The deal adds another layer of debt seven years after billionaire Patrick Drahi's leveraged buyout of Sotheby's. The auction house now has more than $1bn of debt across public bonds and bank facilities. After years of losses and a lacklustre art market, 2025 swung to a $53mn pre-tax profit (vs a $190mn loss the year before). Moody's has upgraded its outlook to positive and S&P to stable, but the credit ratings remain junk at B3 and B-minus.

Last week Sotheby's also priced an $825mn bond offering at a yield of roughly 8.5%, toward the higher end of price discussions. Separately, the house has been offering 7% interest to sellers willing to delay being paid out - another sign of how tight the cash-flow situation remains. Source: Financial Times, 21 April 2026, Euan Healy, Josh Spero and Antoine Gara.

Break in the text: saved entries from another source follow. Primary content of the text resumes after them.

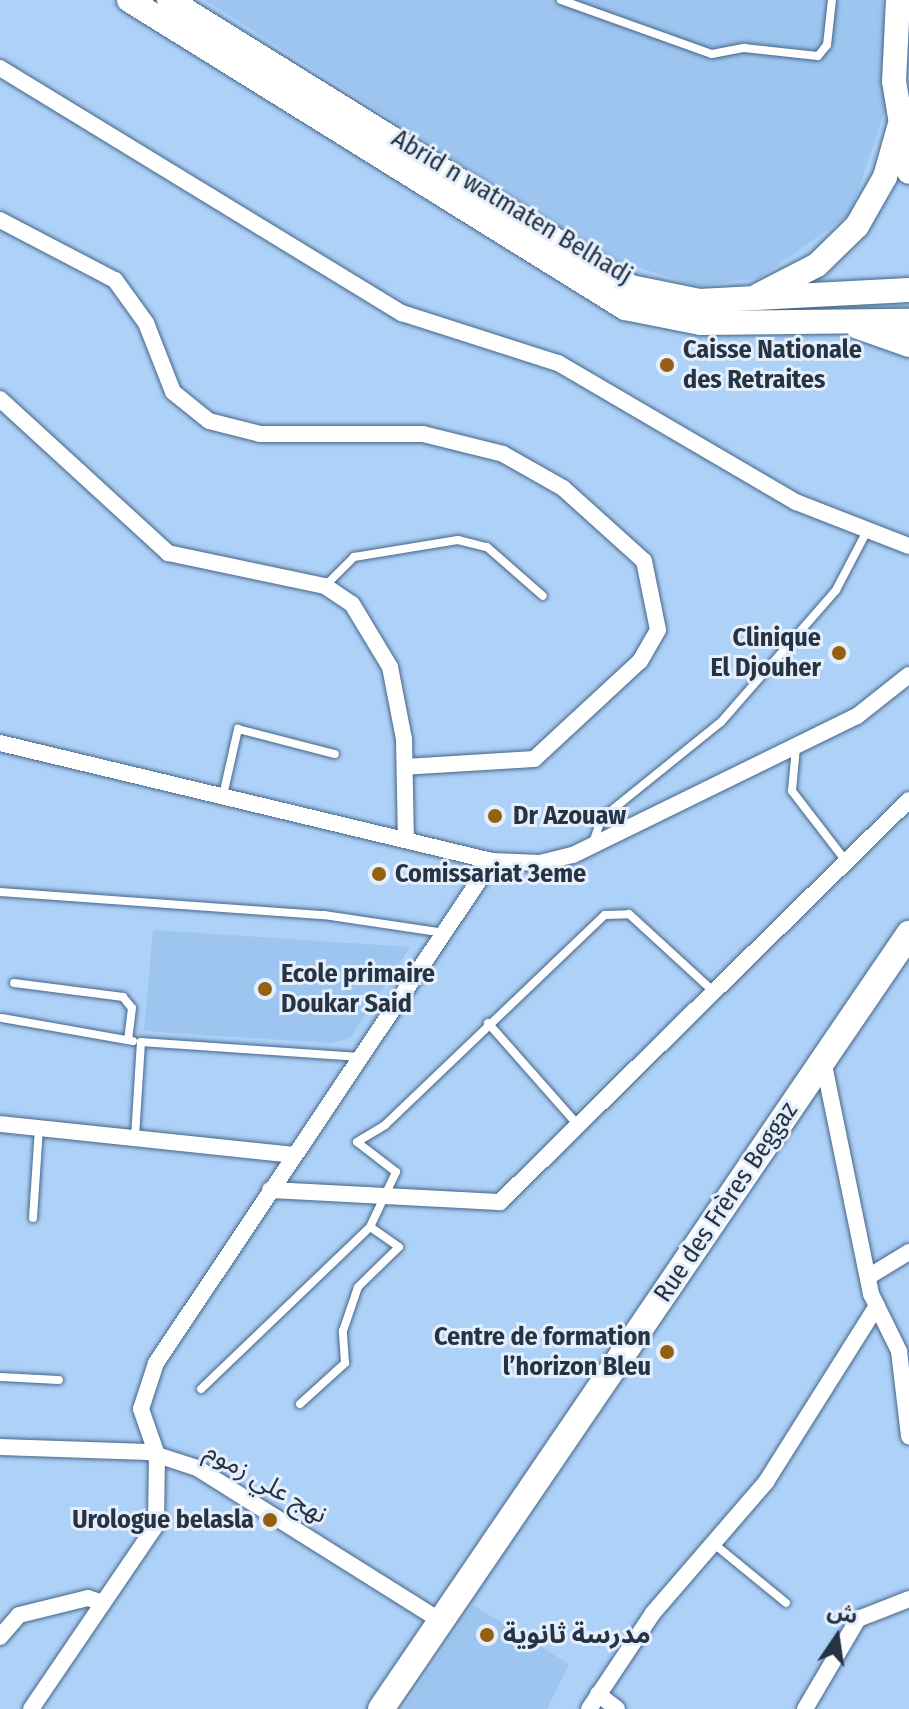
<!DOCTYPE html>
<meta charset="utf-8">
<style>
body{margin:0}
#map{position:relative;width:909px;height:1709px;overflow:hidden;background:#aed1f8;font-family:"Fira Sans Condensed","Noto Sans Arabic",sans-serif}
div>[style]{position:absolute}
.built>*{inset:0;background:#9dc5f0}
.roads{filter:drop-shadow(0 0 2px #456587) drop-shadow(0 0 2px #456587)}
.service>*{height:8px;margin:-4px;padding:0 4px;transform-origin:4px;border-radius:4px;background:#fff}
.minor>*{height:16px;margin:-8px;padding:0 8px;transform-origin:8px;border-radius:8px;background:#fff}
.secondary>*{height:24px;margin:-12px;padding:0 12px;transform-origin:12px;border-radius:12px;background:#fff}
.primary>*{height:26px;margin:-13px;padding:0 13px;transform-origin:13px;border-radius:13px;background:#fff}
.dots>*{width:22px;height:22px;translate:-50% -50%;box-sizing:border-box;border:4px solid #e5effc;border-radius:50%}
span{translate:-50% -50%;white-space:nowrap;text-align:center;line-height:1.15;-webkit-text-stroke:6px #e5effc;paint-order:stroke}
.street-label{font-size:26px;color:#263343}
.poi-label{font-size:26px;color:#263343;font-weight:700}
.left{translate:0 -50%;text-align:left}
.right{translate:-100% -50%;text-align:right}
.north{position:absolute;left:797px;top:1597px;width:80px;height:80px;-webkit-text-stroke:6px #e5effc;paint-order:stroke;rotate:13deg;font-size:22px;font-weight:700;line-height:32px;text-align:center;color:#263343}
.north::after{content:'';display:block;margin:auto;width:28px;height:36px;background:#263343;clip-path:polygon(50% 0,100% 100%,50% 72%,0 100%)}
</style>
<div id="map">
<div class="built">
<i style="clip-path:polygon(205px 0,883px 0,886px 108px,850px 214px,759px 278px,697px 286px,609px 258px)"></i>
<i style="clip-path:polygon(153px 930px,410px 947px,350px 1038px,330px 1043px,144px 1031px)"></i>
<i style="clip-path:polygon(473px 1605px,569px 1664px,547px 1709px,403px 1709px)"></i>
</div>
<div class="roads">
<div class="service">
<i style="left:561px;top:0;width:160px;rotate:19.7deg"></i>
<i style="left:712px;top:54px;width:33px;rotate:-11deg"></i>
<i style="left:744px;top:48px;width:74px;rotate:6.2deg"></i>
<i style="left:818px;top:56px;width:14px;rotate:-51deg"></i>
<i style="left:827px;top:45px;width:45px;rotate:-83.7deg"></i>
<i style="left:325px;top:586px;width:41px;rotate:-45deg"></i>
<i style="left:354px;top:557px;width:105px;rotate:-9.3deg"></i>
<i style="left:458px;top:540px;width:30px;rotate:14deg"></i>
<i style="left:487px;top:547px;width:74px;rotate:41.2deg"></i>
<i style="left:796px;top:747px;width:44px;rotate:95.2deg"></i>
<i style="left:792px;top:791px;width:88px;rotate:52.4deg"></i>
<i style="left:224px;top:791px;width:64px;rotate:-77.3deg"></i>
<i style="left:238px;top:729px;width:100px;rotate:14.5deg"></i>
<i style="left:592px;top:845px;width:29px;rotate:-70deg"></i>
<i style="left:602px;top:818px;width:153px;rotate:-38.9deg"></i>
<i style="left:721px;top:722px;width:175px;rotate:-48.9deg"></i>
<i style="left:836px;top:590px;width:69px;rotate:-62.3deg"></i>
<i style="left:0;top:892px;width:325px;rotate:4.1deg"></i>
<i style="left:324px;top:915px;width:122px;rotate:8.5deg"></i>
<i style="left:14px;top:983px;width:110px;rotate:7.3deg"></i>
<i style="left:123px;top:997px;width:14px;rotate:51deg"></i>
<i style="left:132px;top:1008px;width:32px;rotate:97deg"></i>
<i style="left:2px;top:1018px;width:133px;rotate:10deg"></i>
<i style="left:488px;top:1023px;width:136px;rotate:48.6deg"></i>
<i style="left:135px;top:1137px;width:95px;rotate:-86.4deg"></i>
<i style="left:141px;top:1042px;width:219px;rotate:3.9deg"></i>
<i style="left:33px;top:1218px;width:90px;rotate:-86.2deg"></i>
<i style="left:0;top:1377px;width:59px;rotate:2.9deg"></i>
<i style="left:201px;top:1389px;width:234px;rotate:-43.8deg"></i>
<i style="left:300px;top:1404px;width:61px;rotate:-42.3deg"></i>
<i style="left:345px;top:1363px;width:32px;rotate:-94deg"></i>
<i style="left:343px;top:1331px;width:46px;rotate:-71.2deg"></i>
<i style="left:358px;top:1287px;width:57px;rotate:-44.3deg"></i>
<i style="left:399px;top:1247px;width:35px;rotate:-145deg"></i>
<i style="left:370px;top:1227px;width:61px;rotate:-64.7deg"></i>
<i style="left:396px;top:1172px;width:49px;rotate:-142.4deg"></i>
<i style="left:357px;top:1142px;width:33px;rotate:-31deg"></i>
<i style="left:385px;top:1125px;width:304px;rotate:-43.7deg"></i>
<i style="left:605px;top:915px;width:24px;rotate:-2deg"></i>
<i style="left:629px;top:914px;width:114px;rotate:42.5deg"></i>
<i style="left:714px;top:1544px;width:93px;rotate:39.3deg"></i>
</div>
<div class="minor">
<i style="left:0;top:68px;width:471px;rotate:31.4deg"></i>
<i style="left:402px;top:313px;width:164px;rotate:17.8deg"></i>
<i style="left:558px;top:363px;width:276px;rotate:30.3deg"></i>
<i style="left:796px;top:502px;width:121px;rotate:21.3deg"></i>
<i style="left:0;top:220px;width:130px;rotate:27.6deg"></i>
<i style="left:115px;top:280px;width:53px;rotate:54.2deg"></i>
<i style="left:146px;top:323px;width:74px;rotate:68.6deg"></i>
<i style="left:173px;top:392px;width:46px;rotate:38.9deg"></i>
<i style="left:209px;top:421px;width:53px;rotate:14.3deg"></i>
<i style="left:260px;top:434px;width:163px"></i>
<i style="left:423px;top:434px;width:82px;rotate:14deg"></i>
<i style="left:503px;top:454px;width:69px;rotate:29.5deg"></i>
<i style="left:563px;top:488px;width:109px;rotate:42deg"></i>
<i style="left:644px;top:561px;width:70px;rotate:78.5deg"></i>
<i style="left:658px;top:630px;width:36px;rotate:120deg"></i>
<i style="left:640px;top:661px;width:144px;rotate:137.2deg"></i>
<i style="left:534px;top:759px;width:129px;rotate:176.5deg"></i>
<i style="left:0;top:399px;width:228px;rotate:42.5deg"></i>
<i style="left:168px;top:553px;width:160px;rotate:11.9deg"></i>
<i style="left:325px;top:586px;width:32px;rotate:34deg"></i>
<i style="left:352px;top:604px;width:74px;rotate:58.9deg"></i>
<i style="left:390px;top:667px;width:73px;rotate:79deg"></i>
<i style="left:404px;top:739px;width:100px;rotate:88.9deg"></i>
<i style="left:0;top:743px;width:506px;rotate:13.49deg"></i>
<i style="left:823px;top:1060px;width:239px;rotate:78.4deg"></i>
<i style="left:871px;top:1294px;width:64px;rotate:63.8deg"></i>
<i style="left:899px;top:1351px;width:86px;rotate:83.3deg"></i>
<i style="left:0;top:1124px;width:295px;rotate:6deg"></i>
<i style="left:270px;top:1190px;width:230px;rotate:3deg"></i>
<i style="left:500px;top:1202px;width:573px;rotate:-44.51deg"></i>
<i style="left:868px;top:1277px;width:48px;rotate:-31.4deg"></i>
<i style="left:0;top:1447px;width:148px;rotate:1.9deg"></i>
<i style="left:148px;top:1452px;width:52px;rotate:18.1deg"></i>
<i style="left:197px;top:1468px;width:286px;rotate:32.1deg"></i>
<i style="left:0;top:1637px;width:29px;rotate:-49deg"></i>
<i style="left:19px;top:1615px;width:71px;rotate:-13.8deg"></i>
<i style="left:88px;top:1598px;width:13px;rotate:18deg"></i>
<i style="left:598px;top:1694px;width:24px;rotate:38deg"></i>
<i style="left:31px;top:1709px;width:222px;rotate:-55.8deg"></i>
<i style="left:156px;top:1525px;width:70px;rotate:-89.2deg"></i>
<i style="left:157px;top:1455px;width:49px;rotate:-109.2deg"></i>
<i style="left:141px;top:1409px;width:48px;rotate:-71.9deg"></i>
<i style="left:156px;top:1363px;width:604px;rotate:-56.2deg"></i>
<i style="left:492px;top:861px;width:48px;rotate:2.4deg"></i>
<i style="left:540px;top:863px;width:34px;rotate:-14deg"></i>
<i style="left:573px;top:855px;width:316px;rotate:-26.1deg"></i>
<i style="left:857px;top:716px;width:66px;rotate:-38.3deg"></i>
<i style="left:589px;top:1709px;width:115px;rotate:-56.3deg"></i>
<i style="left:653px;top:1613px;width:173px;rotate:-49.2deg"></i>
<i style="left:766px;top:1482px;width:208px;rotate:-57.8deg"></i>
<i style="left:805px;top:1709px;width:104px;rotate:-59.5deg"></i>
<i style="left:858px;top:1619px;width:55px;rotate:-21.4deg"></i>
</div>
<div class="secondary">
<i style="left:129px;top:0;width:584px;rotate:31.84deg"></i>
<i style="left:625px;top:308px;width:77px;rotate:11.2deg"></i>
<i style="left:701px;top:323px;width:208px;rotate:-0.6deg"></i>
<i style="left:169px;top:0;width:544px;rotate:31.85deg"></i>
<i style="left:631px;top:287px;width:69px;rotate:11.6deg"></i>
<i style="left:699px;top:301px;width:210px;rotate:-3deg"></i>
<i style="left:898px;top:0;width:81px;rotate:92.8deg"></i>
<i style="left:894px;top:81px;width:92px;rotate:80.6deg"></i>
<i style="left:759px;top:295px;width:65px;rotate:-27.3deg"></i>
<i style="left:817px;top:265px;width:56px;rotate:-44.3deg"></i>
<i style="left:857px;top:226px;width:56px;rotate:-60.3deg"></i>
<i style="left:885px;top:177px;width:55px;rotate:-74.2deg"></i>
<i style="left:858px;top:327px;width:54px;rotate:19.4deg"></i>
</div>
<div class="primary">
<i style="left:381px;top:1709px;width:938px;rotate:-55.73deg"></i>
</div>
</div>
<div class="dots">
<i style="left:667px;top:365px;background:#946113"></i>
<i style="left:839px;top:653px;background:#946113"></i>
<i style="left:495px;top:816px;background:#946113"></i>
<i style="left:379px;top:874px;background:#946113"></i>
<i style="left:265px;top:989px;background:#946113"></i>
<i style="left:667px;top:1352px;background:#946113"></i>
<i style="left:270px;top:1520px;background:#946113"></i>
<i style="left:487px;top:1635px;background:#946113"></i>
</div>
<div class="street-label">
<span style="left:512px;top:207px;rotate:31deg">Abrid n watmaten Belhadj</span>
<span style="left:726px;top:1202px;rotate:-56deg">Rue des Frères Beggaz</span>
<span style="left:266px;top:1483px;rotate:30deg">نهج علي زموم</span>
</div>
<div class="poi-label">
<span class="left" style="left:683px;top:365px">Caisse Nationale<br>des Retraites</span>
<span class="right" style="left:821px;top:653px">Clinique<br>El Djouher</span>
<span class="left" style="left:513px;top:816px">Dr Azouaw</span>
<span class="left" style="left:395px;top:874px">Comissariat 3eme</span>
<span class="left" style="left:281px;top:989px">Ecole primaire<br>Doukar Said</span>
<span class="right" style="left:651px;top:1352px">Centre de formation<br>l’horizon Bleu</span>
<span class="right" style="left:254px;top:1520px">Urologue belasla</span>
<span class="left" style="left:503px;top:1635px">مدرسة ثانوية</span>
</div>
<div class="north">ش</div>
</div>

The story in one line. Sotheby’s has borrowed against its auction-fee receivables from KKR at 8%+, its latest workaround to ease a cash squeeze seven years after Patrick Drahi’s leveraged buyout.

Key numbers

  • $100mn maximum Sotheby’s can draw from the KKR facility; not yet drawn
  • >8% interest rate; repayable in 2029
  • $1bn+ Sotheby’s total debt across bonds and bank facilities
  • $825mn new bond issued last week at ~8.5% yield
  • $53mn 2025 pre-tax profit (vs a $190mn loss in 2024)
  • 7% interest Sotheby’s is paying sellers willing to delay receiving their sale proceeds
  • 45 days standard Sotheby’s seller-payment window (the KKR facility helps accelerate this)
  • B3 / B-minus junk credit ratings at Moody’s / S&P (outlook positive / stable)

Why it matters

The KKR facility is really a receivables-financing (factoring) deal dressed up as a credit line: Sotheby’s effectively sells its right to collect fees from buyers to a private capital firm at an 8%+ cost of capital. That is expensive money for a business that has swung to only $53mn of pre-tax profit after years of losses. It is also the third cash-management tool layered on recently, alongside the new $825mn bond and the 7% seller-delay programme.

Takeaway

The deal is a good demonstration of how private credit is colonising every corner of corporate liquidity - receivables, working capital, seasonal cash flow - that banks once served. For Sotheby’s, Drahi’s LBO arithmetic is still forcing creative financing seven years on. For KKR, it’s a high-yield, asset-backed facility with clear collateral. The art market remains soft but Sotheby’s credit outlook is cautiously improving.